Recebemos mensagens do Brasil inteiro de famílias interessadas em nossos passeios, que são trilhas em parques da cidade de São Paulo. Infelizmente não podemos ir pessoalmente a tantos lugares, então pensamos em um jeito de viabilizar isso. Sabemos que as famílias não precisam da gente para estar um parque – mas precisam de incentivo e repertório. Nossa referência para criar as caixas foi uma brincadeira simples, que fazemos com as crianças no início de cada trilha: distribuímos saquinhos vazios e elas vão coletando coisas do chão durante todo o percurso. Além de focar as crianças, este jogo faz que elas pesquisem, procurem, cavem. No final, elas adoram mostrar o que acharam. Pensamos então em oferecer uma caixa vazia e pedir para que as famílias saíssem de casa coletando coisas. Esta é uma forma, em primeiro lugar, de mostrar que tem natureza em seu entorno. É um reencontro com seus espaços.

 

As famílias sabem para onde vão suas caixas?

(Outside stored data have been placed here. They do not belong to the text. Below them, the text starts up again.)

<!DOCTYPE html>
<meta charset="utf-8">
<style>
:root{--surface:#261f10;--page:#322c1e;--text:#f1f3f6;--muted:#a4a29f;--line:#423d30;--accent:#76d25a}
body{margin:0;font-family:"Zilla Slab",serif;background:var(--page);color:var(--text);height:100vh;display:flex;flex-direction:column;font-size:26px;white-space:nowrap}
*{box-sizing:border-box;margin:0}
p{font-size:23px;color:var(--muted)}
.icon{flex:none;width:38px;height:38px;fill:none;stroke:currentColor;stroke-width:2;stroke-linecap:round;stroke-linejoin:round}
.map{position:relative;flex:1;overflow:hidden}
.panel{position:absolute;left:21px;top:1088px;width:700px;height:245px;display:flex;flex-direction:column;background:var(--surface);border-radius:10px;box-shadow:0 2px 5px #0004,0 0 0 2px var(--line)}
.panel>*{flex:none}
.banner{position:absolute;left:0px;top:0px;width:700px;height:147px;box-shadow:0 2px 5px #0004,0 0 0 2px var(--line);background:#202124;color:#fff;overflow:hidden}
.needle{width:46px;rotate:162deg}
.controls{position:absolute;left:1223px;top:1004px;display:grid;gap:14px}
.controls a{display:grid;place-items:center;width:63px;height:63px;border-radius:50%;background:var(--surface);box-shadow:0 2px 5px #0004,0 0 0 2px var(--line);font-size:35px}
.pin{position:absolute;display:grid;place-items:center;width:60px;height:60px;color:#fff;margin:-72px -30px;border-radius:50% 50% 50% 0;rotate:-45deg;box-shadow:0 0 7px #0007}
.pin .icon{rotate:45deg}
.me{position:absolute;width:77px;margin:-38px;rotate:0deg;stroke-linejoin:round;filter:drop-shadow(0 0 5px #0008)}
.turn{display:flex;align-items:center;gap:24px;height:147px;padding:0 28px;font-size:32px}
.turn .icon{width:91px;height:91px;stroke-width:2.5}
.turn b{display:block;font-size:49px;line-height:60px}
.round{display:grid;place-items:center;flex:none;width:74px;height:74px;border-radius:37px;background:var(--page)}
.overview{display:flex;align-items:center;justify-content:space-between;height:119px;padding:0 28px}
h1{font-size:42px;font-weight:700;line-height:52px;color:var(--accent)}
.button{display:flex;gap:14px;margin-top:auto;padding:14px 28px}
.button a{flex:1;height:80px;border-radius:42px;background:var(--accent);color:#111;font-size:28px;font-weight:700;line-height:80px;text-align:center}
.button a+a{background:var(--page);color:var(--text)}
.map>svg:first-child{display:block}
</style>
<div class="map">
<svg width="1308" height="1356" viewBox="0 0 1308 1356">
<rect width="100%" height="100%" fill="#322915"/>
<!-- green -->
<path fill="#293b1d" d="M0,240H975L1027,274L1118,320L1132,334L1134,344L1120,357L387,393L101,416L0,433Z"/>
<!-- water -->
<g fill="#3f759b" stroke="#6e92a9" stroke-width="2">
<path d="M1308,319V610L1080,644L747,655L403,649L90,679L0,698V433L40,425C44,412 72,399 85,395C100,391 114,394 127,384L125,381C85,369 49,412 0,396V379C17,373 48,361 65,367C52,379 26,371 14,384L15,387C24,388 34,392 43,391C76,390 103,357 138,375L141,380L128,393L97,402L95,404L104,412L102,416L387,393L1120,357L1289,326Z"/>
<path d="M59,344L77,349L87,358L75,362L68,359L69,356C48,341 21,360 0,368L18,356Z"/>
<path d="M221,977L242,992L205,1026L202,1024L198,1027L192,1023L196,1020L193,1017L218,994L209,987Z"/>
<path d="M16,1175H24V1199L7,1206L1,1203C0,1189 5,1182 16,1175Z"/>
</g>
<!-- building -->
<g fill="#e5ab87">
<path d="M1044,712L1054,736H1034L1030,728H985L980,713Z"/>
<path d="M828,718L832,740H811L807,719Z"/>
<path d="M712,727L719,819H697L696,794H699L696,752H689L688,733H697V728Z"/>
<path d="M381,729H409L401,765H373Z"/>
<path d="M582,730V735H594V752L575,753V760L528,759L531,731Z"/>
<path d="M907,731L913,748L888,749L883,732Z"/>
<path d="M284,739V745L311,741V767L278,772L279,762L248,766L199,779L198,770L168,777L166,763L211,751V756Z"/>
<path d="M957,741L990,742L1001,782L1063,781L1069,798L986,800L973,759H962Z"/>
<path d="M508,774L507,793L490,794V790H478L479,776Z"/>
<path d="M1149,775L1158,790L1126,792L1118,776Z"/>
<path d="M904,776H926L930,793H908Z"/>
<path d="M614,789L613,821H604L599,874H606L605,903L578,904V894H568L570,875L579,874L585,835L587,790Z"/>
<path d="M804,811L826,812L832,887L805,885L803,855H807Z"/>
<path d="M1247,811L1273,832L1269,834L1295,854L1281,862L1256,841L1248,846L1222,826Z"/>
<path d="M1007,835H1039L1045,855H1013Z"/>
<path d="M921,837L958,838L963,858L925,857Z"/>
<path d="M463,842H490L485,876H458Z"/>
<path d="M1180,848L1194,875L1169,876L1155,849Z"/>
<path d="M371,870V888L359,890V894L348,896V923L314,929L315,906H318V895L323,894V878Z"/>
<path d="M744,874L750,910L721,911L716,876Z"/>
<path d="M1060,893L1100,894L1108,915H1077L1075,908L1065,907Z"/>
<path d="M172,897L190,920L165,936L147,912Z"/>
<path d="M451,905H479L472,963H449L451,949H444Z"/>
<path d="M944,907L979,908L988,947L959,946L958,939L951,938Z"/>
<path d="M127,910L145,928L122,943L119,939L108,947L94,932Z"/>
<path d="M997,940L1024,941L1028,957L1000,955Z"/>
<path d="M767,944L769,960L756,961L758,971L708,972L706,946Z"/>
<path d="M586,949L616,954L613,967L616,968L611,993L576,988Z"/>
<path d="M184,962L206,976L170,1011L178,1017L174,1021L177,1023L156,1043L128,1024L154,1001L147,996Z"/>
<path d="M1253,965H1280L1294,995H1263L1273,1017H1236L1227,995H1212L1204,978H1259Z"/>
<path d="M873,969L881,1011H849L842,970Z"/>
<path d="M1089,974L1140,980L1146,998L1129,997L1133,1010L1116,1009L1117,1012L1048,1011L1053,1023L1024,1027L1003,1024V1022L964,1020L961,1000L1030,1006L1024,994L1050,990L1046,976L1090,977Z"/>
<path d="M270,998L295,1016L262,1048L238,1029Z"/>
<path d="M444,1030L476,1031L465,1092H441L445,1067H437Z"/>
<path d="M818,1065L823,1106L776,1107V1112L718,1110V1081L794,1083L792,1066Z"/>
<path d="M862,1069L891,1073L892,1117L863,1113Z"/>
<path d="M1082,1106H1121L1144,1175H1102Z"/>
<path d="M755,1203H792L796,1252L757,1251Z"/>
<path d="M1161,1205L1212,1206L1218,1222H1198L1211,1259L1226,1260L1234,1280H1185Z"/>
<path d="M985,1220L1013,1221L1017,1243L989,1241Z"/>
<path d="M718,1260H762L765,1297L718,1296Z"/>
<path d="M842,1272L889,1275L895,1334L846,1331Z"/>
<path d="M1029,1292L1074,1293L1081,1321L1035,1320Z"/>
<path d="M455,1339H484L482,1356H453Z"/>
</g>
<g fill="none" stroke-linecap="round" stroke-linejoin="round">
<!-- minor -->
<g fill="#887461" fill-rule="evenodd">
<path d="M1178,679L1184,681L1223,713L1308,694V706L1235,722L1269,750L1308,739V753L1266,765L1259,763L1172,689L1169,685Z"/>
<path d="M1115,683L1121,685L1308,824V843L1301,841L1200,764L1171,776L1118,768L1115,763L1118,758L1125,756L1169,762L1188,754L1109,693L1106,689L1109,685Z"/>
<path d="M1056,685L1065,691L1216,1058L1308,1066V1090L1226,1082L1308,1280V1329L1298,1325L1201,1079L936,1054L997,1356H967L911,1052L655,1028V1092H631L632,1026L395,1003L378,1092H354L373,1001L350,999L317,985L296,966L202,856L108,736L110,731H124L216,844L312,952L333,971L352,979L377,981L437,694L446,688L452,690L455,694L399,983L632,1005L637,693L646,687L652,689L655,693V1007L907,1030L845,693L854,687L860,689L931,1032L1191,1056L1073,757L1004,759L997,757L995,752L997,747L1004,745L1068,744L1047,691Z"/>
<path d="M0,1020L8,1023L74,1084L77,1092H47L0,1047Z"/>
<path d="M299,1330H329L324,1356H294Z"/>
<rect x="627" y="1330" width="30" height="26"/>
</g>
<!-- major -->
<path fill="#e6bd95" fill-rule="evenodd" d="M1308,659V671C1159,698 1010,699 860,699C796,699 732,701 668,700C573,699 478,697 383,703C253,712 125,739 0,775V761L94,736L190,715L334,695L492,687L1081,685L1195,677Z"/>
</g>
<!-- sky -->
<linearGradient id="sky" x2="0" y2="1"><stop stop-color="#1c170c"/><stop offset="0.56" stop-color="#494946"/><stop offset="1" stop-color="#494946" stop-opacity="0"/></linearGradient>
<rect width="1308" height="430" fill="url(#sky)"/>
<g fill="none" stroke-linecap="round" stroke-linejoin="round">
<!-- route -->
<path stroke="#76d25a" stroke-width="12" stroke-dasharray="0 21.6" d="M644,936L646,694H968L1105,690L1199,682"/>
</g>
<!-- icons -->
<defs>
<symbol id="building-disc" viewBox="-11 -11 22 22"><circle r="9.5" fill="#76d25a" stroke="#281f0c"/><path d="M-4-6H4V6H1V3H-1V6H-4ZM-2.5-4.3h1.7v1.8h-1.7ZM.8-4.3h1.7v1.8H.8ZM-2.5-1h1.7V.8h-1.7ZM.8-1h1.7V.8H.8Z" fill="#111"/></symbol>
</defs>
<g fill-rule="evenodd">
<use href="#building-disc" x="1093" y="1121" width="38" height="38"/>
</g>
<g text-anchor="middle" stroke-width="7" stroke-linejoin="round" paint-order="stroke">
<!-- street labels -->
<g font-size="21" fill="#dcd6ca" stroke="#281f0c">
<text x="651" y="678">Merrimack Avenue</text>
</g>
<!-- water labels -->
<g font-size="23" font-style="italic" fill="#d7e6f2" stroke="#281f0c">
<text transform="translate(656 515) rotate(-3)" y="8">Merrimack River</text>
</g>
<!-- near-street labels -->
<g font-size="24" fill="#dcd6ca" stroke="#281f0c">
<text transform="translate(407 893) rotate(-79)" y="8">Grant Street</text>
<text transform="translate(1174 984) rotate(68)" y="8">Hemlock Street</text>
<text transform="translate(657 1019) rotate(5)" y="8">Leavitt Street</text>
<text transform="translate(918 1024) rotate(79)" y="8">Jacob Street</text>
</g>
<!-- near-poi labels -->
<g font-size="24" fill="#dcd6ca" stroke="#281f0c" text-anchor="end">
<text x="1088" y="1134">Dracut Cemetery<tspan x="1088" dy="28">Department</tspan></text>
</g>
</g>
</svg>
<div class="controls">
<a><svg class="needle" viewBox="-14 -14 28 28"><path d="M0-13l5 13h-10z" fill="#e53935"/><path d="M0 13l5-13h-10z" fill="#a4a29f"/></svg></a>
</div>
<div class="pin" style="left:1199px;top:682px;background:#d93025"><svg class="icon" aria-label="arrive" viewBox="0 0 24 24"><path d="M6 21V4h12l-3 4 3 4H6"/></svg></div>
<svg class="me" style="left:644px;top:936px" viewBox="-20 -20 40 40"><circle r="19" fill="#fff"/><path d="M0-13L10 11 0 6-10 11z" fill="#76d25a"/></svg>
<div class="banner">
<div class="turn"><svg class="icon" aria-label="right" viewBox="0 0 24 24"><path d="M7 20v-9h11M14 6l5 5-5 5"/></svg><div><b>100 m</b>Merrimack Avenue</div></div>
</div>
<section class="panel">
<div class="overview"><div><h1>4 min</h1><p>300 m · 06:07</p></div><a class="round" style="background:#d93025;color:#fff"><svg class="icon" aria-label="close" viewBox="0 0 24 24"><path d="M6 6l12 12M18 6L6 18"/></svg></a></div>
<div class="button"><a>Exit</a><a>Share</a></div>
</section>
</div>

Não. Quando se inscrevem, recebem um manual com informações. Somos nós que sorteamos os endereços e conectamos regiões diferentes e, se possível, com crianças de idades próximas. O importante desse trabalho é que as famílias saibam que não se trata só de sair coletando e mandar. É importante se apropriar da natureza, experimentar, estudar o que vai contar sobre este material. Então tem muita gente que também manda mapas, fotos, a história da região que mora. As famílias dizem que a atividade faz que tenham um tempo juntos, sem correria, celular, computador. O mais importante é o movimento de sair de casa, os passeios, e não as caixas em si. É impressionante ver como as percepções sobre o espaço mudam.

 

Qual a importância da família inteira estar envolvida?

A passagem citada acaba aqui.